EXERCISE DIRECTIONS ▸
First find the line with "position:relative; width:1971px; height:693px;" in the entries below, then set down exactly every line through the line with "filter:drop-shadow(0 0 1px", that line included.
(TASK DATA Opens)
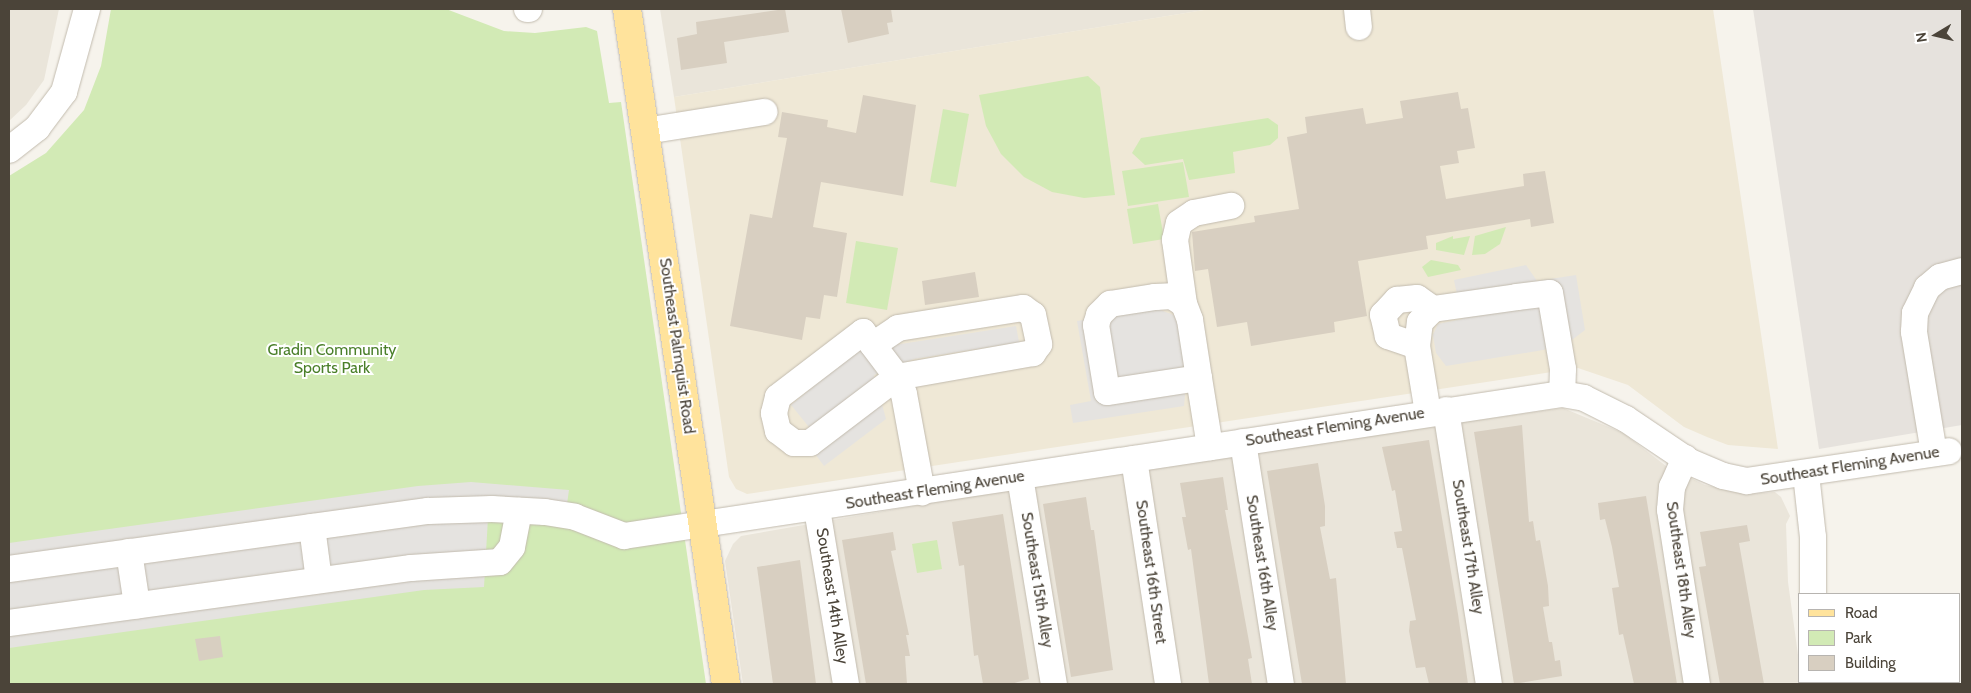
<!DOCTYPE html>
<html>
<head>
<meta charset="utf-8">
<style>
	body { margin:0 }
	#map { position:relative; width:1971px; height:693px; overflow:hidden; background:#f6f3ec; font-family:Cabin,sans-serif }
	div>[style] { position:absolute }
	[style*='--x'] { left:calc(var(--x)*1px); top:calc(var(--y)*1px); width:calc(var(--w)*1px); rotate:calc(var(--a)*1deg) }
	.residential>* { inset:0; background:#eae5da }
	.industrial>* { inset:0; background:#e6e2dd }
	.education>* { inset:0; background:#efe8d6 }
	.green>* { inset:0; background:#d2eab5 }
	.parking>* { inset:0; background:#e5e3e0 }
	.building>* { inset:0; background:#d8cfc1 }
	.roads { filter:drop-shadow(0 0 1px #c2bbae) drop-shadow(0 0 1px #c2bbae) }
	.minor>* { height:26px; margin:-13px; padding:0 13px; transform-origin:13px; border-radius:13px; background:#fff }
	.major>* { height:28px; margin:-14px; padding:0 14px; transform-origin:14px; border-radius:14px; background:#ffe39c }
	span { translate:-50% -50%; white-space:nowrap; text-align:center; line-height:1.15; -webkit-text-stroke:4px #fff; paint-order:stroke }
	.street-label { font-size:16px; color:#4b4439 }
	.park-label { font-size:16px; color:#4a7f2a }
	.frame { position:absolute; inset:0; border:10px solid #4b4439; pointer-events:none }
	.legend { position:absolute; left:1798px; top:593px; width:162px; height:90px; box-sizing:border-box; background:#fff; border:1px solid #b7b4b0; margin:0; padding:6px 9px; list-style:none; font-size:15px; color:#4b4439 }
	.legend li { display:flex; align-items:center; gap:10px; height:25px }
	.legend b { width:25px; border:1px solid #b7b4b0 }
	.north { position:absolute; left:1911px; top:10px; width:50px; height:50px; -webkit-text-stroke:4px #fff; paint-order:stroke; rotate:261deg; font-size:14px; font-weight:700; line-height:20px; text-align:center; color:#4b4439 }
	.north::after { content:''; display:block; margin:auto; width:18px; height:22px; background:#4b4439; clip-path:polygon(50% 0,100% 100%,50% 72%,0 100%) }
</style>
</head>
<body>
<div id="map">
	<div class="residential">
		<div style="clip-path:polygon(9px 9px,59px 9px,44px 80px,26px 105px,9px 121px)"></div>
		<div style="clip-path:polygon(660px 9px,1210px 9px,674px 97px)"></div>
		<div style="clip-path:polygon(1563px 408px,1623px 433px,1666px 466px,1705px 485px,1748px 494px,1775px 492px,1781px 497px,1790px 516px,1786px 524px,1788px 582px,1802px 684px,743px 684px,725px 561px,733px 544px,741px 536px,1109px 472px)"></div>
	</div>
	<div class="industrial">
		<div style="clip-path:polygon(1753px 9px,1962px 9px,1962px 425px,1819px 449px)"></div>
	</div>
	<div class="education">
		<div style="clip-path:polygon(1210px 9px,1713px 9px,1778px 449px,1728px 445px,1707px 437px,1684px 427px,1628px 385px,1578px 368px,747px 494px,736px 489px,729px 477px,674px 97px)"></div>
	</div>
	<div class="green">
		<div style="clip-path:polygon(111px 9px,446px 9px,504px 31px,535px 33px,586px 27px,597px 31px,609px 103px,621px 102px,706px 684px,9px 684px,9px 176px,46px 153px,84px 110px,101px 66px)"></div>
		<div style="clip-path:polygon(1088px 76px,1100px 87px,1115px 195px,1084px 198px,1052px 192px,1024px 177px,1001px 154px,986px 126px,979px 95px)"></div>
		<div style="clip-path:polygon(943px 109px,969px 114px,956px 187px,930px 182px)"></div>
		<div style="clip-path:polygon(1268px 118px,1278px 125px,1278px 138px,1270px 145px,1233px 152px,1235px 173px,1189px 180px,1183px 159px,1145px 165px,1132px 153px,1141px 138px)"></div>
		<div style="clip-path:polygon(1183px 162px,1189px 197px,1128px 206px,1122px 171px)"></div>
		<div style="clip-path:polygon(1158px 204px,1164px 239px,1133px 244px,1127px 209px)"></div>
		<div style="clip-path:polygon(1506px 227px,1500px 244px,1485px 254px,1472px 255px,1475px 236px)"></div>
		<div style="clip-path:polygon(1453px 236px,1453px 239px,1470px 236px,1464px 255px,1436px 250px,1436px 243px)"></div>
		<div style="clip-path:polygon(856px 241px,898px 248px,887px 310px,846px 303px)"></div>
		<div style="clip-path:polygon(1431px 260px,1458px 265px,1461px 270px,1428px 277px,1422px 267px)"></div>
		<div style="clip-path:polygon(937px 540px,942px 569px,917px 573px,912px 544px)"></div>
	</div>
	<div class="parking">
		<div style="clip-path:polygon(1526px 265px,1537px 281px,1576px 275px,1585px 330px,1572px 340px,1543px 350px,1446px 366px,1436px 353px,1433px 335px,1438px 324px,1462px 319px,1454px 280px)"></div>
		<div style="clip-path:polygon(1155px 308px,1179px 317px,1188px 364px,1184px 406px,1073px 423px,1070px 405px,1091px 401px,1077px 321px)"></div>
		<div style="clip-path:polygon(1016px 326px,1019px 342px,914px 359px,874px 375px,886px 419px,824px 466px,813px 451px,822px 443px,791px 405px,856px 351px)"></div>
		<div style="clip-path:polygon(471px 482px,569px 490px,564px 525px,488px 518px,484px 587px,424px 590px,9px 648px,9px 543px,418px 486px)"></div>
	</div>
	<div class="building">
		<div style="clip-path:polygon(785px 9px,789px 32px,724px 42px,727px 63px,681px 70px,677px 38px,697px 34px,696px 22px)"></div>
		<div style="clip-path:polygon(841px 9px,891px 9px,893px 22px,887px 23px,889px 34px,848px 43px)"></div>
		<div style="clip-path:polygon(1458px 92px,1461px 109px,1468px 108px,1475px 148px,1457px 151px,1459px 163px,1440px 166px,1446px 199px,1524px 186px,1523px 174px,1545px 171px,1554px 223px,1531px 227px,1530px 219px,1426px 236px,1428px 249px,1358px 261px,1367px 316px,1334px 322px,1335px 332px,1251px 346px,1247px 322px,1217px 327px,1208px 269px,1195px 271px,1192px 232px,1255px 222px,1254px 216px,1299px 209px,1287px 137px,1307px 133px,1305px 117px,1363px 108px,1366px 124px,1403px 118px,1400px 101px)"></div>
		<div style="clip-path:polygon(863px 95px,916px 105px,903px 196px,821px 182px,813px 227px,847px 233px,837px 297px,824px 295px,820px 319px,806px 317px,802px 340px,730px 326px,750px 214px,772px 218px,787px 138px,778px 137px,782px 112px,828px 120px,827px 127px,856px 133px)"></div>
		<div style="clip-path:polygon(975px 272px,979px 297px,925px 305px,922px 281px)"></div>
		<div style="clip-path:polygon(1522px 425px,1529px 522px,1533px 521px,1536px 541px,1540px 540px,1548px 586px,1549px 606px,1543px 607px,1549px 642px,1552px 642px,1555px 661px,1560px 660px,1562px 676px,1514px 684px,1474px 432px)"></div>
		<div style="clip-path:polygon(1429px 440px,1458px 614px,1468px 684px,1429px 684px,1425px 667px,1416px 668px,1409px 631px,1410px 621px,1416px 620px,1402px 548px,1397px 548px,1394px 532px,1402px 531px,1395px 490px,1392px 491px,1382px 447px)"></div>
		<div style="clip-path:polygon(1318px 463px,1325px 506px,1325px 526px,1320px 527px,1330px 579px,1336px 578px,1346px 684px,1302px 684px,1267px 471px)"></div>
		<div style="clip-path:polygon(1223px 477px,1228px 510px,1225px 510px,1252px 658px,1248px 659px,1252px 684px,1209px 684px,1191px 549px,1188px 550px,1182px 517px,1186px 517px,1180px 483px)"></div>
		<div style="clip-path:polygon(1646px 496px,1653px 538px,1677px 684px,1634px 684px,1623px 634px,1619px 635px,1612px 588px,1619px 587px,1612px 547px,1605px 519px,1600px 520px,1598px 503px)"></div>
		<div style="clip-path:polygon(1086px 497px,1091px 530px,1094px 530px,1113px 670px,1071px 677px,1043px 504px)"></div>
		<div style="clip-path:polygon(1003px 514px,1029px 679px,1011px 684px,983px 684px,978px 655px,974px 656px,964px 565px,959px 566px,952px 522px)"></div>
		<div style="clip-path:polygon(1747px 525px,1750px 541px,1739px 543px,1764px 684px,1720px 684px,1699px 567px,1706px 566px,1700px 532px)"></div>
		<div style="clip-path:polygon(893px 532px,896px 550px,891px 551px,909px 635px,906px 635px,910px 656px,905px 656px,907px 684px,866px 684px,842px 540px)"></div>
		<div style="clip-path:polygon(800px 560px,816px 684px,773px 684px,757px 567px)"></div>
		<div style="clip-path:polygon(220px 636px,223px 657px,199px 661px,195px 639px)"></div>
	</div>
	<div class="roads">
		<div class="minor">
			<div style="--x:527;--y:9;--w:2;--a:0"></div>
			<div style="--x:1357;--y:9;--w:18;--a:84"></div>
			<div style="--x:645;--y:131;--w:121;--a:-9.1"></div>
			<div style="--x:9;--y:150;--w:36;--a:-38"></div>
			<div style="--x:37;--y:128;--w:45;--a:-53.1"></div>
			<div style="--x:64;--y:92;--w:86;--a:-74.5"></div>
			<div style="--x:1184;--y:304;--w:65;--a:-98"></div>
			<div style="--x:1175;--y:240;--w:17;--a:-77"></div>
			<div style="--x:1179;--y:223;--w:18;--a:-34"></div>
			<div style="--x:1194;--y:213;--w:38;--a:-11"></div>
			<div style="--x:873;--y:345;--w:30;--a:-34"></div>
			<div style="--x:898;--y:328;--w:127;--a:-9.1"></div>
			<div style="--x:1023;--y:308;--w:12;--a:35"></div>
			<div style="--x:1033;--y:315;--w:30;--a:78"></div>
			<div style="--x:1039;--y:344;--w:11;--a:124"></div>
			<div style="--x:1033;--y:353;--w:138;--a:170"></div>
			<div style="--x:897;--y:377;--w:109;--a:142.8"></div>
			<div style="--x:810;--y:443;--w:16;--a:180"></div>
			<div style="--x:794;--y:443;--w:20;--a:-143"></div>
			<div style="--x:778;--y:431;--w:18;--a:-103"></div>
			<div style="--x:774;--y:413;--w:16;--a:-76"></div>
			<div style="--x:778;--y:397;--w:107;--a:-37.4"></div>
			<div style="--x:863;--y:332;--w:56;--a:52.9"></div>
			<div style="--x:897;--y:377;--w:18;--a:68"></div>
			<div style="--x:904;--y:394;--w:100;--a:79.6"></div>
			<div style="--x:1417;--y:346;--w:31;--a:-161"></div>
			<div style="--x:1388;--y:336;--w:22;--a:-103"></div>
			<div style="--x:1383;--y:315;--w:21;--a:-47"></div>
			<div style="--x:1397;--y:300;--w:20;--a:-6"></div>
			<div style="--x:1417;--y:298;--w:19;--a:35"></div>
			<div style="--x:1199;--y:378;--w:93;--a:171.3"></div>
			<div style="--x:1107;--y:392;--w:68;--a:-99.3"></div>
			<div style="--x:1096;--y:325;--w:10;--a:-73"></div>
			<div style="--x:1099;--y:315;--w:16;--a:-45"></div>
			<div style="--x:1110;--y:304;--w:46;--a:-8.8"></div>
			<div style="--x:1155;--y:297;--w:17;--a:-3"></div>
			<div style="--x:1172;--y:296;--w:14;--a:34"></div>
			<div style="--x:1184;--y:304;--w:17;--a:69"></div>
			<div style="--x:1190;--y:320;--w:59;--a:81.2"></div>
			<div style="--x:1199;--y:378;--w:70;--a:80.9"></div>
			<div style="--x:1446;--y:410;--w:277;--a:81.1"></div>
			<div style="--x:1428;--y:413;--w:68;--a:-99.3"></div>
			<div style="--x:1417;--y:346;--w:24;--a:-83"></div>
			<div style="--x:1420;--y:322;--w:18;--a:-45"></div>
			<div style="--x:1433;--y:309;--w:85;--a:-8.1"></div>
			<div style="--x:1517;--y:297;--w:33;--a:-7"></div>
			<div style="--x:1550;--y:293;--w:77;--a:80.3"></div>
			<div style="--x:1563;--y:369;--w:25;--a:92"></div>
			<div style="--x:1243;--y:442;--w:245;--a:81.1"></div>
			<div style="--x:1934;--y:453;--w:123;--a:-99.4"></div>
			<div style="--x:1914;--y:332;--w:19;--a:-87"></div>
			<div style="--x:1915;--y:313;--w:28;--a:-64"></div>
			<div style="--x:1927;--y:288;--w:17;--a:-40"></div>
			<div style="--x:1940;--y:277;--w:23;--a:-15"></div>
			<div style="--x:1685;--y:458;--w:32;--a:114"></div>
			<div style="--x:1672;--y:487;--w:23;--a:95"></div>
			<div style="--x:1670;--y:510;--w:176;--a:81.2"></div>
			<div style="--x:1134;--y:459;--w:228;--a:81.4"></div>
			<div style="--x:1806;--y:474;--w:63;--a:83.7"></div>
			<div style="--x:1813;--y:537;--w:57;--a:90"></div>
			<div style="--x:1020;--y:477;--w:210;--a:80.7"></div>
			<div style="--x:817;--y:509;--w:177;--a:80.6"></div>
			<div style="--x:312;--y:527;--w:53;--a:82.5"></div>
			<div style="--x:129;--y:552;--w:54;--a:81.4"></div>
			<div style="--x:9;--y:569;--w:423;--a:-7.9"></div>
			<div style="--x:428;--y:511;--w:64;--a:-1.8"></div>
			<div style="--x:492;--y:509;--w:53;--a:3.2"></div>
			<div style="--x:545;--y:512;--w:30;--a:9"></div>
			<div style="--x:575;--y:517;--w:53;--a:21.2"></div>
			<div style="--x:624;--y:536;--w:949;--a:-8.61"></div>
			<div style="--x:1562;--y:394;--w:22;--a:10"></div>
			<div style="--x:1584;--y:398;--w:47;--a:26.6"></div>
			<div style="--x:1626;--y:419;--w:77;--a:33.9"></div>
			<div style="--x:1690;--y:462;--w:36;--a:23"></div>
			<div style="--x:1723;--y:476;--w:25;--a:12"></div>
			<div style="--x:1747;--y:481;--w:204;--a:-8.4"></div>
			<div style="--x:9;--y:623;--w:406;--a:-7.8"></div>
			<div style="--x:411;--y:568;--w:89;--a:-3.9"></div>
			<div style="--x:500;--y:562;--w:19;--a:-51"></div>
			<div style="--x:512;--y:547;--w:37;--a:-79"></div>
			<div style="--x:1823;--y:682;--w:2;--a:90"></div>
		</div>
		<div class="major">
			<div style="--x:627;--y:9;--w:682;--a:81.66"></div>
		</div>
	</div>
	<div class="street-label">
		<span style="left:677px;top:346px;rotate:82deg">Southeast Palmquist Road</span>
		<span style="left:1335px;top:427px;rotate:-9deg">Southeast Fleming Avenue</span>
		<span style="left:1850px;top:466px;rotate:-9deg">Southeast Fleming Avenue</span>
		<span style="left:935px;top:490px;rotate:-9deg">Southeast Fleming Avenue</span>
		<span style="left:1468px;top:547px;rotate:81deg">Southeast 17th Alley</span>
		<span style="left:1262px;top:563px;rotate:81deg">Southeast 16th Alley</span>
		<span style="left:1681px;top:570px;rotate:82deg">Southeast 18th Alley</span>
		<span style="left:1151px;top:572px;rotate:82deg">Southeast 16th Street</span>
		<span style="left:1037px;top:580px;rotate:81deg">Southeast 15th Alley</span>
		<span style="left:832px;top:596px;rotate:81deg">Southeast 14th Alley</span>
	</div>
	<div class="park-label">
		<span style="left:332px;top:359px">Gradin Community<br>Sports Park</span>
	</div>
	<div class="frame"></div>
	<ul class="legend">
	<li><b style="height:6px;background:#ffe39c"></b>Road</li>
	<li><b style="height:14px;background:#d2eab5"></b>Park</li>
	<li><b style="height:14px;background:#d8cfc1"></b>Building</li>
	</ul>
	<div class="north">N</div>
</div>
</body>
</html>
(TASK DATA Closes)
SOLUTION TO THIS EXERCISE ▸
	#map { position:relative; width:1971px; height:693px; overflow:hidden; background:#f6f3ec; font-family:Cabin,sans-serif }
	div>[style] { position:absolute }
	[style*='--x'] { left:calc(var(--x)*1px); top:calc(var(--y)*1px); width:calc(var(--w)*1px); rotate:calc(var(--a)*1deg) }
	.residential>* { inset:0; background:#eae5da }
	.industrial>* { inset:0; background:#e6e2dd }
	.education>* { inset:0; background:#efe8d6 }
	.green>* { inset:0; background:#d2eab5 }
	.parking>* { inset:0; background:#e5e3e0 }
	.building>* { inset:0; background:#d8cfc1 }
	.roads { filter:drop-shadow(0 0 1px #c2bbae) drop-shadow(0 0 1px #c2bbae) }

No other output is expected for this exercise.